Ein Teil der Dope Crew kam dieses Jahr im Ridestore HQ zusammen – Anlass war das Dope Snow Dream Lab, ein persönliches Get-together, bei dem die Crew Ideen austauscht und direkt mit dem Gear arbeitet, das die Zukunft der Marke prägt.

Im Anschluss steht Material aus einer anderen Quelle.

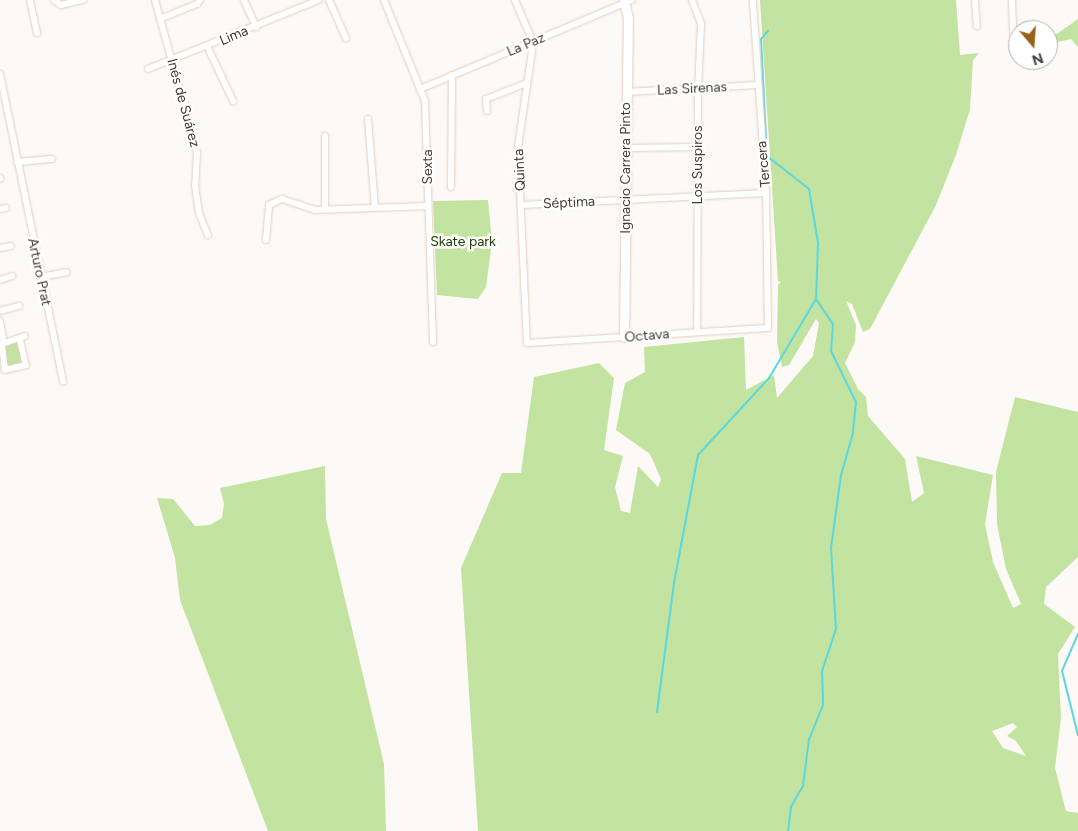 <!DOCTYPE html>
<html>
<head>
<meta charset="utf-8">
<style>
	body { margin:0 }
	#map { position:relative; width:1078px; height:831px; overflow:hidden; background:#fdf9f6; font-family:Figtree,sans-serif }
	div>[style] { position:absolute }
	.green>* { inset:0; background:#c3e3a0 }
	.stream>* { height:2px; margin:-1px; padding:0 1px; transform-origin:1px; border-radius:1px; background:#5ad8df }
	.roads { filter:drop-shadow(0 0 1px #e0cec1) drop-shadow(0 0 1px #e0cec1) }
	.street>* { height:6px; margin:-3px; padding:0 3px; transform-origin:3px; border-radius:3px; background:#fff }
	.secondary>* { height:9px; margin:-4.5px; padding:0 4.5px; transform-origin:4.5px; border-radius:4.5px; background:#fff }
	span { translate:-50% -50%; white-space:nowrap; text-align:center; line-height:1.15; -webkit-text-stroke:5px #fff; paint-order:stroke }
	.street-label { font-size:14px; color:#413a35 }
	.park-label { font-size:14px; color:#243a00 }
	.north { position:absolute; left:1008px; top:20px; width:50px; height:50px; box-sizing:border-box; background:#fff; border:1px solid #b3b0ae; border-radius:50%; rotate:162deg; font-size:14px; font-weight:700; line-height:20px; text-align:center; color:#413a35 }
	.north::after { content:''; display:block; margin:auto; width:18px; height:22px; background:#98611b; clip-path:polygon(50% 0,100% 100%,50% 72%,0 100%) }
</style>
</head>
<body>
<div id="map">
	<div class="green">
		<i style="clip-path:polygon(evenodd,760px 0,956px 0,960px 55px,979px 53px,973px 60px,970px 109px,956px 155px,936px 205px,870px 329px,863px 332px,852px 304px,846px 301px,856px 325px,855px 342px,845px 363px,858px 389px,866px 397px,868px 416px,905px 459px,912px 502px,924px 493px,916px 456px,993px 475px,985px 524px,993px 562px,1013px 608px,1021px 604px,1006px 569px,997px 524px,996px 472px,1015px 397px,1078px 412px,1078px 557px,1046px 587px,1044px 604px,1075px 627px,1058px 654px,1061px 718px,1055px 768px,1066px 811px,1078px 813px,1078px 831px,478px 831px,461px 568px,502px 473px,521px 473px,534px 377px,599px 363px,614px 378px,604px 450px,623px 456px,615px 487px,621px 511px,630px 513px,638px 466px,658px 487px,661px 479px,650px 454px,616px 430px,625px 383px,645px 372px,644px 347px,744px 337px,746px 390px,774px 375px,777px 398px,813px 356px,819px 323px,816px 319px,789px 365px,782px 367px,777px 342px,778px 285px,781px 282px,778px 281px,760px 0,1013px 723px,1017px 727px,1007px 736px,1016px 741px,1026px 756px,1003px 748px,992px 731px,1013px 723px)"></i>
		<i style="clip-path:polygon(1078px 19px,1078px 47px,1071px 39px,1053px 43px,1051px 38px)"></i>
		<i style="clip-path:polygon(488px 200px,492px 242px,486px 287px,478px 299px,437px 295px,433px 201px)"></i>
		<i style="clip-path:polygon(17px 342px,23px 364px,6px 368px,4px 346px)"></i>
		<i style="clip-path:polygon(325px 466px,326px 519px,384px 764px,386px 831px,268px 831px,180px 600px,175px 558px,157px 498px,173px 499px,195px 526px,210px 525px,222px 518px,224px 504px,220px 488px)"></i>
	</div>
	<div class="stream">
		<i style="left:768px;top:31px;width:11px;rotate:131deg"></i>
		<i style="left:761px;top:39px;width:117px;rotate:87.1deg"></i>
		<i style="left:767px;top:156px;width:53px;rotate:38.2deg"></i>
		<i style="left:809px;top:189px;width:55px;rotate:80.5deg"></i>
		<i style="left:818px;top:243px;width:56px;rotate:92deg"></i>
		<i style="left:816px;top:299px;width:30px;rotate:56deg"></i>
		<i style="left:833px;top:324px;width:27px;rotate:94deg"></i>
		<i style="left:831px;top:351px;width:57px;rotate:63.9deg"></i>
		<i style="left:856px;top:402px;width:31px;rotate:96deg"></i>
		<i style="left:853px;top:433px;width:44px;rotate:105.9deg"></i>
		<i style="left:841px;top:475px;width:74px;rotate:97.8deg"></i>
		<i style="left:831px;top:548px;width:81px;rotate:86.5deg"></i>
		<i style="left:836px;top:629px;width:44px;rotate:108.4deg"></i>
		<i style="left:822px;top:671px;width:34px;rotate:88deg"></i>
		<i style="left:823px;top:705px;width:37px;rotate:112deg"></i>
		<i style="left:809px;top:739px;width:47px;rotate:97.3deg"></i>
		<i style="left:803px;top:786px;width:24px;rotate:120deg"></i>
		<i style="left:791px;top:807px;width:24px;rotate:97deg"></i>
		<i style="left:1078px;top:634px;width:40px;rotate:113.4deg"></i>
		<i style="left:1062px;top:671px;width:66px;rotate:76deg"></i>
		<i style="left:657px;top:712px;width:130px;rotate:-82.5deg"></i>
		<i style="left:674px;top:583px;width:130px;rotate:-79.4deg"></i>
		<i style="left:698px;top:455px;width:105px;rotate:-47.3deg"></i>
		<i style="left:769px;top:378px;width:92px;rotate:-59.3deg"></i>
	</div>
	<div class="roads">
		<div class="street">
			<i style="left:30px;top:0;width:34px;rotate:78deg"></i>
			<i style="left:54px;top:0;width:9px;rotate:36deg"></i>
			<i style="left:61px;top:5px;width:23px;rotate:-13deg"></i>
			<i style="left:155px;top:0;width:158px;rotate:74.6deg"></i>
			<i style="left:197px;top:152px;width:33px;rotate:93deg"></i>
			<i style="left:195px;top:185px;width:28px;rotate:82deg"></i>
			<i style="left:199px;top:213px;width:24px;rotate:68deg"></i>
			<i style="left:244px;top:0;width:30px;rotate:66deg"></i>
			<i style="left:329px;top:0;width:42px;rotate:65.9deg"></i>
			<i style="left:384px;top:0;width:109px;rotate:67.9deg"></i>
			<i style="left:425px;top:101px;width:241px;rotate:88.1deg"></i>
			<i style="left:515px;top:0;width:38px;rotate:67deg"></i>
			<i style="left:530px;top:35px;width:16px;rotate:83deg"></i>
			<i style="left:532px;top:51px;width:97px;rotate:98.3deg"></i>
			<i style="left:518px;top:147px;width:196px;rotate:87.4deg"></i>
			<i style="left:527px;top:343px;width:241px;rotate:-3.6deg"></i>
			<i style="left:768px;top:328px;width:135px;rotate:-90.8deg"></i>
			<i style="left:766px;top:193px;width:193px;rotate:-93.9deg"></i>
			<i style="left:692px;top:0;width:26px;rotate:69deg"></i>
			<i style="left:701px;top:24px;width:65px;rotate:92.6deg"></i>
			<i style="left:698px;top:89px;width:243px;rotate:90.2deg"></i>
			<i style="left:975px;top:0;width:26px;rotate:86deg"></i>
			<i style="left:1012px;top:0;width:34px;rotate:88deg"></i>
			<i style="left:162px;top:18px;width:38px;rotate:-22deg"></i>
			<i style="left:197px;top:4px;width:5px;rotate:-53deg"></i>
			<i style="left:208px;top:48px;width:59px;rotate:64.7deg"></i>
			<i style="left:148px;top:69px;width:184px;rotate:-22deg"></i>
			<i style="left:0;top:74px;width:314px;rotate:78.4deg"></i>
			<i style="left:420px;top:89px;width:230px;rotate:-22.8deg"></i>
			<i style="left:626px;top:92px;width:131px;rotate:-3.1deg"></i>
			<i style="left:487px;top:111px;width:12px;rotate:-95deg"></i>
			<i style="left:486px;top:99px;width:44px;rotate:-21.3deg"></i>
			<i style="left:368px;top:119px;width:88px;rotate:85.5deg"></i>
			<i style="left:325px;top:136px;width:73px;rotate:90deg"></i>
			<i style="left:626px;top:148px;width:72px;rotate:-0.8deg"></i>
			<i style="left:17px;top:162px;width:35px;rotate:-5deg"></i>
			<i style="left:0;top:179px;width:1px;rotate:-90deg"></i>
			<i style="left:451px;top:187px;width:112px;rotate:-89.5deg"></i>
			<i style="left:522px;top:205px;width:244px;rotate:-2.8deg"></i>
			<i style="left:0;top:209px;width:6px;rotate:-9deg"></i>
			<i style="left:266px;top:240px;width:35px;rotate:-85deg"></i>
			<i style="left:269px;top:205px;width:14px;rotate:-25deg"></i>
			<i style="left:282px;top:199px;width:35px;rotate:18deg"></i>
			<i style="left:315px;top:210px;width:113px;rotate:-2deg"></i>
			<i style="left:0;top:248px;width:11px;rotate:-10deg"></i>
			<i style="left:40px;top:277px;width:27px;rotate:-10deg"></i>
			<i style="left:0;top:280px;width:13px;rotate:-18deg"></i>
			<i style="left:0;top:311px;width:20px;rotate:-15deg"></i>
			<i style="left:0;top:321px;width:22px;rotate:80deg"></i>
			<i style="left:20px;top:340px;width:26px;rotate:77deg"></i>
			<i style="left:26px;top:365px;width:22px;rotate:167deg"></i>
			<i style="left:5px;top:370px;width:26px;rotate:-97deg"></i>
			<i style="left:2px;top:344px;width:24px;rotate:-19deg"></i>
		</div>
		<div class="secondary">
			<i style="left:624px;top:337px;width:319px;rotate:-89.3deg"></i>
			<i style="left:628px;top:18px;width:18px;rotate:-103deg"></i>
		</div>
	</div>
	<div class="street-label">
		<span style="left:234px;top:36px;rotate:-23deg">Lima</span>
		<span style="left:526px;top:45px;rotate:-23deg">La Paz</span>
		<span style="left:692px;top:89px;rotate:-3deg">Las Sirenas</span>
		<span style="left:183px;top:103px;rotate:75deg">Inés de Suárez</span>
		<span style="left:764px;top:164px;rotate:-95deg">Tercera</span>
		<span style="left:698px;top:165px;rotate:-90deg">Los Suspiros</span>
		<span style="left:428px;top:167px;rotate:-90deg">Sexta</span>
		<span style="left:626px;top:168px;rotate:-90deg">Ignacio Carrera Pinto</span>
		<span style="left:520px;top:170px;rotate:-93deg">Quinta</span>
		<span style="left:569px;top:203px;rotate:-3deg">Séptima</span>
		<span style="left:39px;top:272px;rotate:78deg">Arturo Prat</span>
		<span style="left:647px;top:336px;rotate:-5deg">Octava</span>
	</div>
	<div class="park-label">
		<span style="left:463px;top:242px">Skate park</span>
	</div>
	<div class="north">N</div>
</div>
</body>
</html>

Der Raum füllte sich schnell mit einer Mischung aus Dope Snow Athleten und Teammitgliedern. Unterschiedlichste Riding-Styles, Hintergründe und Perspektiven kamen zusammen. Mit dabei waren Sven Thorgen, Vlad Khadarin, Jesper Tjäder, Josito Aragon, Moritz Boll, Davide Di Lanni, William Almqvist und Gabriel Almqvist, außerdem Piet (Social Lead) und Jojo (Athlete Manager) aus dem Dope Team. Alle an einem Ort, ein klarer Fokus: offene Gespräche, ehrliche Meinungen und gemeinsam definieren, was als Nächstes kommt.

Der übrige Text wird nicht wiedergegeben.